Segment Start: SUPPLIED DATA

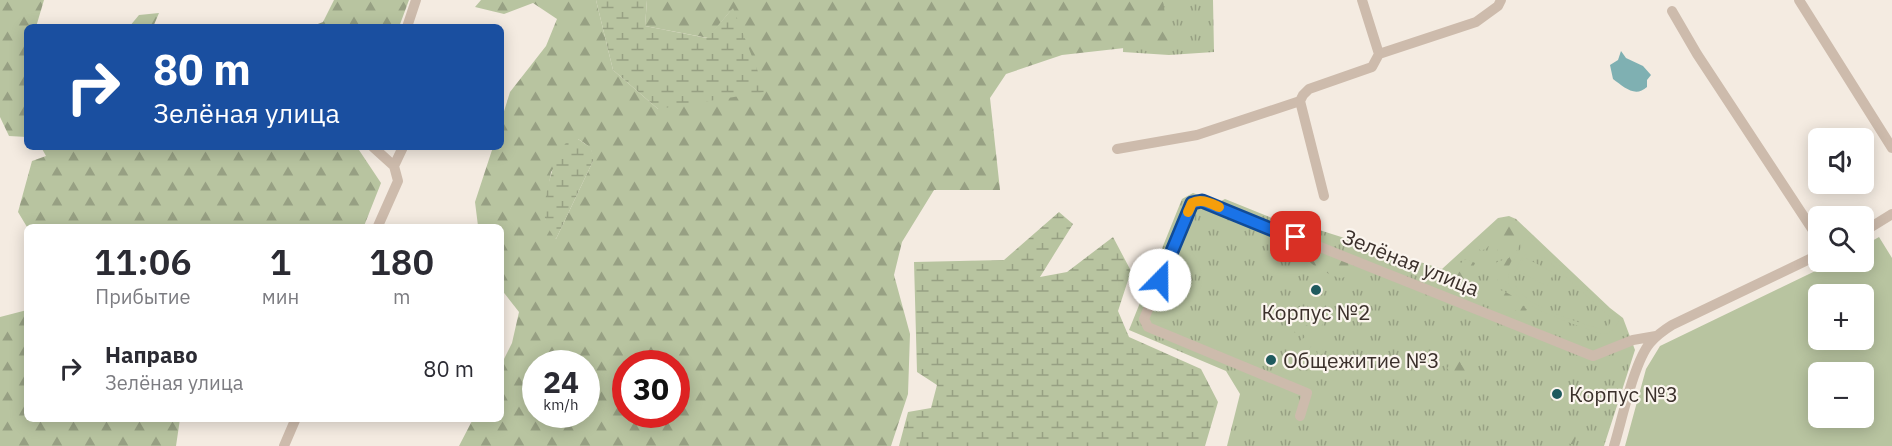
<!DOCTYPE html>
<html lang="ru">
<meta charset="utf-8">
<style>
:root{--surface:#fff;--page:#f7f7f7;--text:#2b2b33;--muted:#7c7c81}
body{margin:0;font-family:"IBM Plex Sans",sans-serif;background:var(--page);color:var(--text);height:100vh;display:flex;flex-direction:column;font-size:22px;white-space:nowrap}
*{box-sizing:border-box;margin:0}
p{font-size:20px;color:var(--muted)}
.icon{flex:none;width:33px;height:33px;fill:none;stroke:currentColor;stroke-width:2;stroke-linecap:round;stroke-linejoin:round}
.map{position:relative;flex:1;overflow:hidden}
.details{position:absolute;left:24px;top:224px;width:480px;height:198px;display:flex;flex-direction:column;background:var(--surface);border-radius:9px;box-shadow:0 3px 15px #0003}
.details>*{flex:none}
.top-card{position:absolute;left:24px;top:24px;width:480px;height:126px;border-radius:9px;box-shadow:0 3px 15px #0003;background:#1a4fa0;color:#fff;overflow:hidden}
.fabs{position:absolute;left:1808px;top:128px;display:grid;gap:12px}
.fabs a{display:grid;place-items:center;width:66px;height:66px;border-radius:9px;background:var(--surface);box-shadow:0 3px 15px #0003;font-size:30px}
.speed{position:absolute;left:522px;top:350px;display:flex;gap:12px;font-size:30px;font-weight:700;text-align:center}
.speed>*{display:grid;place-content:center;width:78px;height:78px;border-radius:50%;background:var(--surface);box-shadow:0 3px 15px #0003;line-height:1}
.speed small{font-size:15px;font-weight:400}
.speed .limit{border:9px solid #d22;background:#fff;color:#111}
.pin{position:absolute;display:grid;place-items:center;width:51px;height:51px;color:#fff;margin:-26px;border-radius:12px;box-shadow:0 3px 9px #0006}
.me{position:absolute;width:66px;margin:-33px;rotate:22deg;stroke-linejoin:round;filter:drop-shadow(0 0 4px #0008)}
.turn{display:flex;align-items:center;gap:21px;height:126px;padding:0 30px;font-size:27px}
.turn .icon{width:78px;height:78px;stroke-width:2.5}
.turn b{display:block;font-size:42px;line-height:51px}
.eta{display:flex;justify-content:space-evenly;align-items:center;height:102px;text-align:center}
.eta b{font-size:36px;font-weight:600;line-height:42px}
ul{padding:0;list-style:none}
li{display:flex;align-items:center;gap:18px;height:84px;padding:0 30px}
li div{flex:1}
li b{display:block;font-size:22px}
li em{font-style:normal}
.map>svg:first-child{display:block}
.grass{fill:url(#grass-tufts)}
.forest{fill:url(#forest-firs);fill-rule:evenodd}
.wetland{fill:url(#wetland-marsh)}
.park{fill:#b8c4a0;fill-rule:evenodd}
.water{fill:#7fb0b2}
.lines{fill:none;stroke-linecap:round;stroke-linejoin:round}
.minor{stroke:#cdbbac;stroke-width:10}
.route-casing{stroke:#114b97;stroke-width:15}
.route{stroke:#1a73e8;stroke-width:10}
.slow{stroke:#f59e0b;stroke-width:10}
.poi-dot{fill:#1f5a5e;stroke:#fbf5ee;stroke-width:2}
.labels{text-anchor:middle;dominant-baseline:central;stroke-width:4.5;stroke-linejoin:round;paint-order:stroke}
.street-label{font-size:21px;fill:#3b302b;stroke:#fbf5ee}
.poi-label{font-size:21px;fill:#3b302b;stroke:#fbf5ee;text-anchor:start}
</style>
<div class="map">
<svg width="1892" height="446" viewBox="0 0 1892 446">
<defs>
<pattern id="grass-tufts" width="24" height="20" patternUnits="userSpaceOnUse" patternTransform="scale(1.5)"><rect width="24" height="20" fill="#b8c4a0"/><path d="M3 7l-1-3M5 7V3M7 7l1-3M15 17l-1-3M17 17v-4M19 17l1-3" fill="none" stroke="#97a083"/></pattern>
<pattern id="forest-firs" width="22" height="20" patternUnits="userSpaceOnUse" patternTransform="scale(1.5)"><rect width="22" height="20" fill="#b8c4a0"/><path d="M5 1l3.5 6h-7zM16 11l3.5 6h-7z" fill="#97a083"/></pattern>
<pattern id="wetland-marsh" width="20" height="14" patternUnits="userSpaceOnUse" patternTransform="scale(1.5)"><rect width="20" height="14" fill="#b8c4a0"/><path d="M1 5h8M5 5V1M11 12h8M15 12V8" fill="none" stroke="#97a083"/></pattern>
</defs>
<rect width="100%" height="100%" fill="#f4ebe1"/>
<path class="grass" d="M1124 0H1213L1214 52 1169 55 1123 52Z
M1193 193 1219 202 1225 199 1272 218 1287 214 1313 228 1442 269 1498 218 1509 216 1516 219 1610 308 1623 318 1635 350 1604 446H1227L1240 394 1226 371 1129 330 1182 199Z"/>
<path class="forest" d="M0 0H44L36 27H27V137L9 136 0 117Z
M334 0H409L399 27H310L323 22Z
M481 0H596L613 70 658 109 732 9 708 38 645 26 647 0H1163L1169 43 1062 55 1006 74 990 98 1000 190H934L902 242 894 275 910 334 908 394 891 446H459L473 419 501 418V365L512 343 519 312 501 289V226H478L475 202 493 147H501V121L510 92 546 46 557 19 533 3 504 14 475 7ZM578 139C588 145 593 148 593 161L556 239 545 218 546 203 551 172ZM536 363H586V414H536ZM626 363H676V414H626Z
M159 13 153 27H129L139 15Z
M41 147H357L381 183 364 226 27 227 18 212 32 161 46 156Z
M1507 220 1518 226 1525 234 1506 272 1505 284H1499L1496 275 1497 262 1509 258 1514 237 1508 239 1504 249 1498 253 1496 241 1492 240 1487 248 1481 251 1476 246C1485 233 1492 224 1507 220Z
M1319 250 1348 262 1349 271C1347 275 1346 277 1342 278 1335 278 1314 267 1310 262L1314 252Z
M1466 259 1475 263C1471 273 1467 279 1456 282L1453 276 1457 266Z
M1489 288C1506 289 1517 298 1527 310L1521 314 1500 300 1485 298 1484 291Z
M1324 304 1329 309C1323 327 1313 333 1324 352L1318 358 1317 349 1311 346 1307 352 1298 346 1300 341 1305 337 1301 331 1295 333 1292 328 1300 323 1311 327 1320 307Z
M27 310V418L180 419 176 446H0V317Z
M1457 354 1462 356 1461 364 1466 370 1462 377H1455L1447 368 1453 362Z
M1569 419C1577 426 1578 433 1574 444H1570L1559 438 1565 436 1563 421Z"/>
<path class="wetland" d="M596 0H647L645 26 707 38 733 8 766 92 658 109 613 70Z
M570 139H578L590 147 593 154V161L556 239C551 234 547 226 545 218 542 199 555 150 570 139Z
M1059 212 1073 224 1040 277 1067 272 1113 237 1131 271 1118 311 1129 337 1201 369 1218 402 1205 446H899L908 412 931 408 937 385 917 372 914 262 1004 260Z"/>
<path class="park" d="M1527 236 1620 320C1616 326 1611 335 1601 334 1579 325 1509 307 1508 279 1508 268 1522 247 1527 236ZM1527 254H1538L1546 259 1610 317 1611 321 1607 329 1603 330C1581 322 1499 302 1516 269 1519 263 1521 258 1527 254Z
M1879 237 1892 258V446H1625L1646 369 1660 346 1836 261H1863V246ZM1818 294H1863V339H1818ZM1818 372H1863V417H1818Z
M1524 257 1554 273 1547 286 1517 270Z"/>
<path class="water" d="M1621 51 1626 58 1643 66 1651 75 1647 80V87C1635 98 1624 87 1613 79L1610 65 1618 60Z"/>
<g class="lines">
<path class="minor" d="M1362 0 1379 54
M1799 0 1892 148
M1672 11 1697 54 1818 238
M407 27 416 0
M1300 101 1324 196
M373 147 394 166
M1117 149 1197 135 1300 101 1303 95 1309 89 1372 67 1379 54 1476 22 1498 6 1501 0
M378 226 398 181 394 166 403 147
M1863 232 1892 214
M1300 416 1307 393 1148 327 1144 319 1192 203 1202 201 1220 207 1593 356 1633 340 1656 336
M284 446 296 418
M1614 446C1622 420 1634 362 1650 343 1656 336 1664 330 1672 325L1818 255"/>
</g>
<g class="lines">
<g class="route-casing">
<path id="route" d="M1160 280 1192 203 1202 201 1290 237H1296"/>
</g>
<use href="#route" class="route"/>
<path class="slow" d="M1188 212 1192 203C1201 198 1210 203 1219 207"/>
</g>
<g class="poi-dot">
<circle cx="1316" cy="290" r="6"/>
<circle cx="1271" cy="360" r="6"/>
<circle cx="1557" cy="394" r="6"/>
</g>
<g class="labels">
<g class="street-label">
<text transform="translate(1411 262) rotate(22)">Зелёная улица</text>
</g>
<g class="poi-label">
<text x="1316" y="312" text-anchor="middle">Корпус №2</text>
<text x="1283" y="360">Общежитие №3</text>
<text x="1569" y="394">Корпус №3</text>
</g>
</g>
</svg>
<div class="fabs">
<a><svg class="icon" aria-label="sound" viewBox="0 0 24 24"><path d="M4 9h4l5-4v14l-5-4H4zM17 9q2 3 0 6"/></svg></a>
<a><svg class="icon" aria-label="search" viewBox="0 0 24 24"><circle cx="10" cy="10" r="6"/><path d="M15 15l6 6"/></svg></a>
<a>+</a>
<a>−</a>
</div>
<div class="speed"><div>24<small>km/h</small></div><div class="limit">30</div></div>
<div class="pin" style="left:1296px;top:237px;background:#d93025"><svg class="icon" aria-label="arrive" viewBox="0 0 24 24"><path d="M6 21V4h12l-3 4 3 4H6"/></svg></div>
<svg class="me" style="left:1160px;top:280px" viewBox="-20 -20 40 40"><circle r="19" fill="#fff"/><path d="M0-13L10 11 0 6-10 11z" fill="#1a73e8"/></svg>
<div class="top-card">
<div class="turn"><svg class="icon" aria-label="right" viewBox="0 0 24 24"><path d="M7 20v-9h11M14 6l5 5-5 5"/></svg><div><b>80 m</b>Зелёная улица</div></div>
</div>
<section class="details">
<div class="eta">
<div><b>11:06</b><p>Прибытие</p></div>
<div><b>1</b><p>мин</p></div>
<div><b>180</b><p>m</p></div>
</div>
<ul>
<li><svg class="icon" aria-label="right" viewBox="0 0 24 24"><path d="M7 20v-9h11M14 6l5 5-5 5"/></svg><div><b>Направо</b><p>Зелёная улица</p></div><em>80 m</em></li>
</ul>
</section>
</div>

Segment End: SUPPLIED DATA

#### WHAT IS NEEDED
In the data above, how many lines hold the word "labels"? Give only the number.

#### WORKED SOLUTION
2